◆ Source material ◆
+ + + +

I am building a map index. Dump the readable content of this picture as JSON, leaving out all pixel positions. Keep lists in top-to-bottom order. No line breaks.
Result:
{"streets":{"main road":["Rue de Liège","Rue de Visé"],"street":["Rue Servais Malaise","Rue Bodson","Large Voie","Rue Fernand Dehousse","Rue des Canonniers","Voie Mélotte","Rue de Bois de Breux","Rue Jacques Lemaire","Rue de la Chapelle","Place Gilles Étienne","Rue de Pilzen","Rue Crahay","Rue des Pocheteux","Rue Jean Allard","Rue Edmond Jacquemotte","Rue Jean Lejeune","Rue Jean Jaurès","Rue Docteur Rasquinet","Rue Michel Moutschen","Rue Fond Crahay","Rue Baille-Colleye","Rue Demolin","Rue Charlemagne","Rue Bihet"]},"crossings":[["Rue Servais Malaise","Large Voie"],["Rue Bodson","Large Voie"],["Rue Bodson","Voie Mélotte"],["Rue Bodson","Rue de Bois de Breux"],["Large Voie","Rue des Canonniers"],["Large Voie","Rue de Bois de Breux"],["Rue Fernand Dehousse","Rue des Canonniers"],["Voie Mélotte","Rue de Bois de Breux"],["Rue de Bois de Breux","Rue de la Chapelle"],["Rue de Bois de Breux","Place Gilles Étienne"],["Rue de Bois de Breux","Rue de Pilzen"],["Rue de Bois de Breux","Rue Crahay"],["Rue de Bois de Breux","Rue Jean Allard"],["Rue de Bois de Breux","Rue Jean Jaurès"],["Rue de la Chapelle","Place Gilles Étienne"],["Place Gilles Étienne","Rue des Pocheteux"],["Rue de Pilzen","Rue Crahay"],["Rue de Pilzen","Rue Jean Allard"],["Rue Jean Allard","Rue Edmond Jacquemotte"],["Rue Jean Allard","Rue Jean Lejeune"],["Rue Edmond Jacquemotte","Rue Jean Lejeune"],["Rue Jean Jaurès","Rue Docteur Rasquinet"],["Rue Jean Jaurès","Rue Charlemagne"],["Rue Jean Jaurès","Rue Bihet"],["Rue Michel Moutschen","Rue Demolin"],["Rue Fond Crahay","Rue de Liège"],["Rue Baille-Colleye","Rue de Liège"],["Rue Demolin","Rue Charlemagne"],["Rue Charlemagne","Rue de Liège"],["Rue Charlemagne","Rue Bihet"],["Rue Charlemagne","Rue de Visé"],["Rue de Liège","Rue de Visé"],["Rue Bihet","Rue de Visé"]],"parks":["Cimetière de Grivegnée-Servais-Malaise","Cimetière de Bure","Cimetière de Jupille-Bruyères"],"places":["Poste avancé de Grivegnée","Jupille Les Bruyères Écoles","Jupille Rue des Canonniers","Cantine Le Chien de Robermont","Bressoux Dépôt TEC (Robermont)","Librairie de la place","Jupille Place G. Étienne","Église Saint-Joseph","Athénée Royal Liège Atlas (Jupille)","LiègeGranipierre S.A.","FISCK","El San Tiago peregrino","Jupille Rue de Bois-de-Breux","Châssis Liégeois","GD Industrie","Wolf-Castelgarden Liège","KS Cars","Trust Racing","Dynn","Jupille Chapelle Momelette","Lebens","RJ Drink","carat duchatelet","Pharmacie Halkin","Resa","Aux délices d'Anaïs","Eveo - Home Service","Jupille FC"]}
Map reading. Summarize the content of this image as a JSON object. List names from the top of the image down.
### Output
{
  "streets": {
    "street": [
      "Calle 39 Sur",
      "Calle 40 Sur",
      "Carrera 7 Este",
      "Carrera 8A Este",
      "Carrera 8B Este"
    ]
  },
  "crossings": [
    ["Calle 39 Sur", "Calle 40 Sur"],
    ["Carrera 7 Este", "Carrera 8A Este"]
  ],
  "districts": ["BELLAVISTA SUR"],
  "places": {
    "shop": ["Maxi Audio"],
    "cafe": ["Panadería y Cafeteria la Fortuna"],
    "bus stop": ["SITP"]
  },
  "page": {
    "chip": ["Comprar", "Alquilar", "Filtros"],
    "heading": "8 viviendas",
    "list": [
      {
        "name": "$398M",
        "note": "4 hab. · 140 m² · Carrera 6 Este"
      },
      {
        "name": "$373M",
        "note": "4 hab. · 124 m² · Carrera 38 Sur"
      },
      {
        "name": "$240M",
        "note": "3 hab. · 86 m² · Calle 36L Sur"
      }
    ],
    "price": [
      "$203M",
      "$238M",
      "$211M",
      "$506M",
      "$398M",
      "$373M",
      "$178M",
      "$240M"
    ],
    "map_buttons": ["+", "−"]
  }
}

+ + + +

◆ What the exercise asks ◆
Using the records above, list each line that includes "Este".

◆ Task solution ◆
      "Carrera 7 Este",
      "Carrera 8A Este",
      "Carrera 8B Este"
    ["Carrera 7 Este", "Carrera 8A Este"]
        "note": "4 hab. · 140 m² · Carrera 6 Este"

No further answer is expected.